Criar durante el Mundial: qué hacer ante el fervor de los niños por las figuritas, según expertos

Lo que el fenómeno de las figuritas revela sobre el desarrollo de tus hijos y la valiosa lección de psicología que reciben cada vez que abren un sobre de repetidas.

Las figuritas del álbum del Mundial 2026.
Las figuritas del álbum del Mundial 2026.
Foto: Estefanía Leal.

Cada cuatro años ocurre el mismo fenómeno: los álbumes de figuritas aparecen en mochilas, recreos y mesas familiares. Aunque para algunos adultos las discusiones por una figurita difícil, la insistencia por comprar más sobres o la frustración por las repetidas pueden resultar agotadoras, especialistas en crianza y psicología infantil coinciden en que este fenómeno ofrece una valiosa oportunidad para enseñar habilidades y valores que acompañarán a los niños mucho más allá del campeonato.

A primera vista, coleccionar figuritas parece una actividad simple. Sin embargo, detrás de ella se ponen en juego procesos importantes para el desarrollo infantil. Los niños aprenden a esperar, a tolerar la frustración cuando no les sale la figurita que buscan, a negociar intercambios, a establecer acuerdos y a participar de una comunidad con intereses compartidos.

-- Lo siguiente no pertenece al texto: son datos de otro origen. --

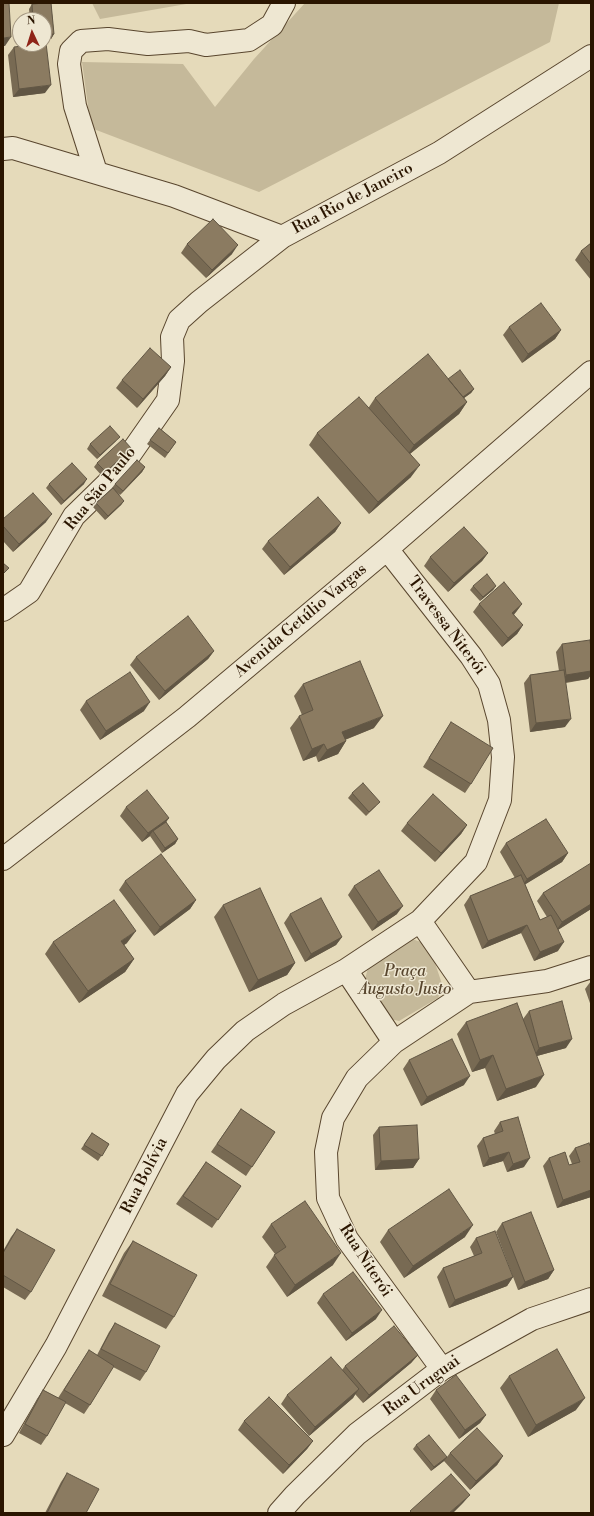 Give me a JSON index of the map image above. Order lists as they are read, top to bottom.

Además, el álbum ofrece una meta concreta y visible: completarlo. Esto permite trabajar conceptos como la perseverancia, la organización y la satisfacción que genera alcanzar un objetivo a largo plazo. Para muchos chicos, llenar cada espacio representa una pequeña victoria que fortalece la autoestima y la sensación de logro.

Una oportunidad para hablar sobre el dinero

Uno de los grandes desafíos de la temporada mundialista suele ser la cantidad de sobres que los niños quieren comprar. Lejos de ser un problema, los especialistas sugieren aprovechar la situación para introducir conceptos básicos de educación financiera.

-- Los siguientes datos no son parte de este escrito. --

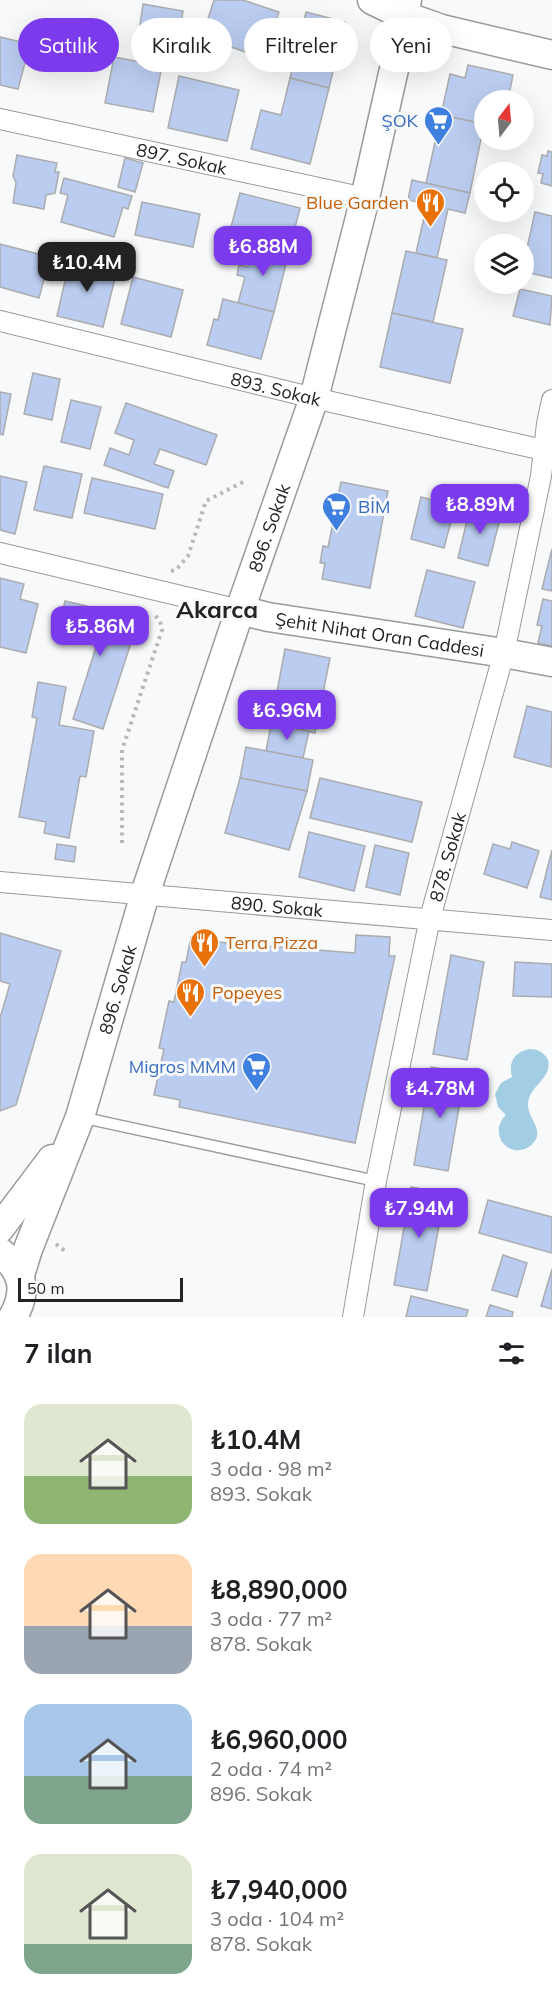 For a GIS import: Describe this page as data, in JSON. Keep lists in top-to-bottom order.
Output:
{
  "streets": {
    "street": [
      "897. Sokak",
      "893. Sokak",
      "896. Sokak",
      "Şehit Nihat Oran Caddesi",
      "878. Sokak",
      "890. Sokak"
    ]
  },
  "crossings": [
    ["897. Sokak", "896. Sokak"],
    ["893. Sokak", "896. Sokak"],
    ["893. Sokak", "878. Sokak"],
    ["896. Sokak", "Şehit Nihat Oran Caddesi"],
    ["896. Sokak", "890. Sokak"],
    ["Şehit Nihat Oran Caddesi", "878. Sokak"],
    ["878. Sokak", "890. Sokak"]
  ],
  "districts": ["Akarca"],
  "places": {
    "supermarket": ["ŞOK", "BİM", "Migros MMM"],
    "restaurant": ["Blue Garden", "Terra Pizza", "Popeyes"]
  },
  "scale_bar": "50 m",
  "north": "top",
  "page": {
    "chip": [
      "Satılık",
      "Kiralık",
      "Filtreler",
      "Yeni"
    ],
    "price": [
      "₺6.88M",
      "₺10.4M",
      "₺8.89M",
      "₺5.86M",
      "₺6.96M",
      "₺4.78M",
      "₺7.94M"
    ],
    "scale": "50 m",
    "heading": "7 ilan",
    "list": [
      {
        "name": "₺10.4M",
        "note": "3 oda · 98 m² · 893. Sokak"
      },
      {
        "name": "₺8,890,000",
        "note": "3 oda · 77 m² · 878. Sokak"
      },
      {
        "name": "₺6,960,000",
        "note": "2 oda · 74 m² · 896. Sokak"
      },
      {
        "name": "₺7,940,000",
        "note": "3 oda · 104 m² · 878. Sokak"
      }
    ]
  }
}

Por ejemplo, se puede acordar un presupuesto semanal destinado a figuritas y conversar sobre cómo administrarlo. Esto ayuda a comprender que los recursos son limitados y que las decisiones implican elegir entre distintas opciones.

También puede ser una buena oportunidad para hablar sobre el valor de las cosas, la planificación de gastos y la diferencia entre deseo y necesidad. La idea no es convertir la experiencia en una lección permanente, sino utilizar situaciones cotidianas para fomentar aprendizajes concretos.

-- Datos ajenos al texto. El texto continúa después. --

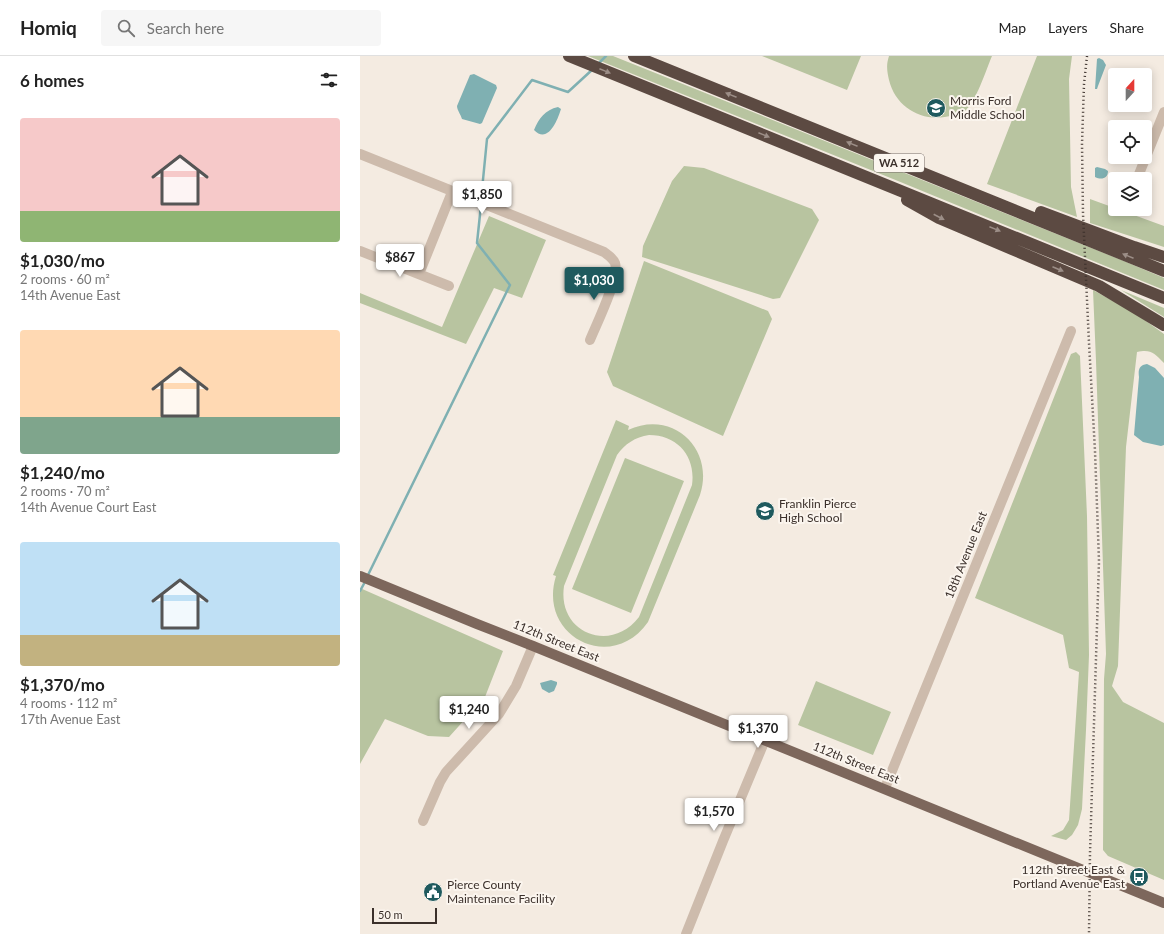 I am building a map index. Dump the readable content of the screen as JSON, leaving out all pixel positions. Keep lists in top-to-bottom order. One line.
{"streets":{"highway":["WA 512"],"main road":["112th Street East"],"street":["18th Avenue East"]},"crossings":[["18th Avenue East","112th Street East"]],"places":{"school or university":["Morris Ford Middle School","Franklin Pierce High School"],"bus stop":["112th Street East & Portland Avenue East"],"public building":["Pierce County Maintenance Facility"]},"scale_bar":"50 m","north":"top","page":{"header":"Homiq","search":"Search here","nav":["Map","Layers","Share"],"heading":"6 homes","list":[{"name":"$1,030/mo","note":"2 rooms · 60 m² · 14th Avenue East"},{"name":"$1,240/mo","note":"2 rooms · 70 m² · 14th Avenue Court East"},{"name":"$1,370/mo","note":"4 rooms · 112 m² · 17th Avenue East"}],"price":["$1,850","$867","$1,030","$1,240","$1,370","$1,570"],"scale":"50 m"}}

Un sobre de figuritas del álbum del Mundial 2026.
Un sobre de figuritas del álbum del Mundial 2026.
Foto: Estefanía Leal.

Aprender a tolerar la frustración

Pocas experiencias reflejan tan bien la frustración infantil como abrir un sobre y descubrir que todas las figuritas están repetidas. Sin embargo, justamente ahí aparece una de las enseñanzas más valiosas. En una época caracterizada por la inmediatez, el álbum recuerda que no todo se consigue de manera instantánea. Hay objetivos que requieren tiempo, paciencia y constancia.

Cuando un niño expresa enojo o decepción por no conseguir la figurita que busca, los expertos recomiendan validar esa emoción sin intentar resolverla inmediatamente. Frases como "entiendo que te dé bronca" o "sé que estabas esperando otra" ayudan a que el niño aprenda a reconocer y gestionar sus emociones.

Uruguay en el álbum del Mundial de Qatar 2022.
Uruguay en el álbum del Mundial de Qatar 2022.
Foto: Leonardo Mainé.

Cómo evitar que las figuritas se conviertan en un motivo de conflicto

Aunque la pasión por completar el álbum suele ser positiva, los especialistas recomiendan prestar atención cuando la actividad comienza a generar demasiado estrés o discusiones constantes. Algunas estrategias útiles incluyen:

  • Establecer límites claros sobre la cantidad de sobres que se comprarán.
  • Evitar utilizar las figuritas como premio o castigo.
  • Poner el foco en la experiencia y no únicamente en completar el álbum.
  • Fomentar los intercambios y el juego compartido.
  • Recordar que el objetivo principal es divertirse.

También es importante ayudar a los niños a comprender que no completar el álbum no significa fracasar. El verdadero valor de la experiencia suele estar en el proceso y en los vínculos que se construyen durante el camino.

El Mundial dura apenas unas semanas. Las figuritas, algunos meses. Pero los aprendizajes que pueden surgir alrededor de esta experiencia tienen el potencial de acompañar a los niños durante años. Cuando los adultos logran mirar más allá de los sobres, las repetidas y las listas interminables de faltantes, descubren una oportunidad valiosa para enseñar paciencia, negociación, empatía, manejo del dinero y tolerancia a la frustración.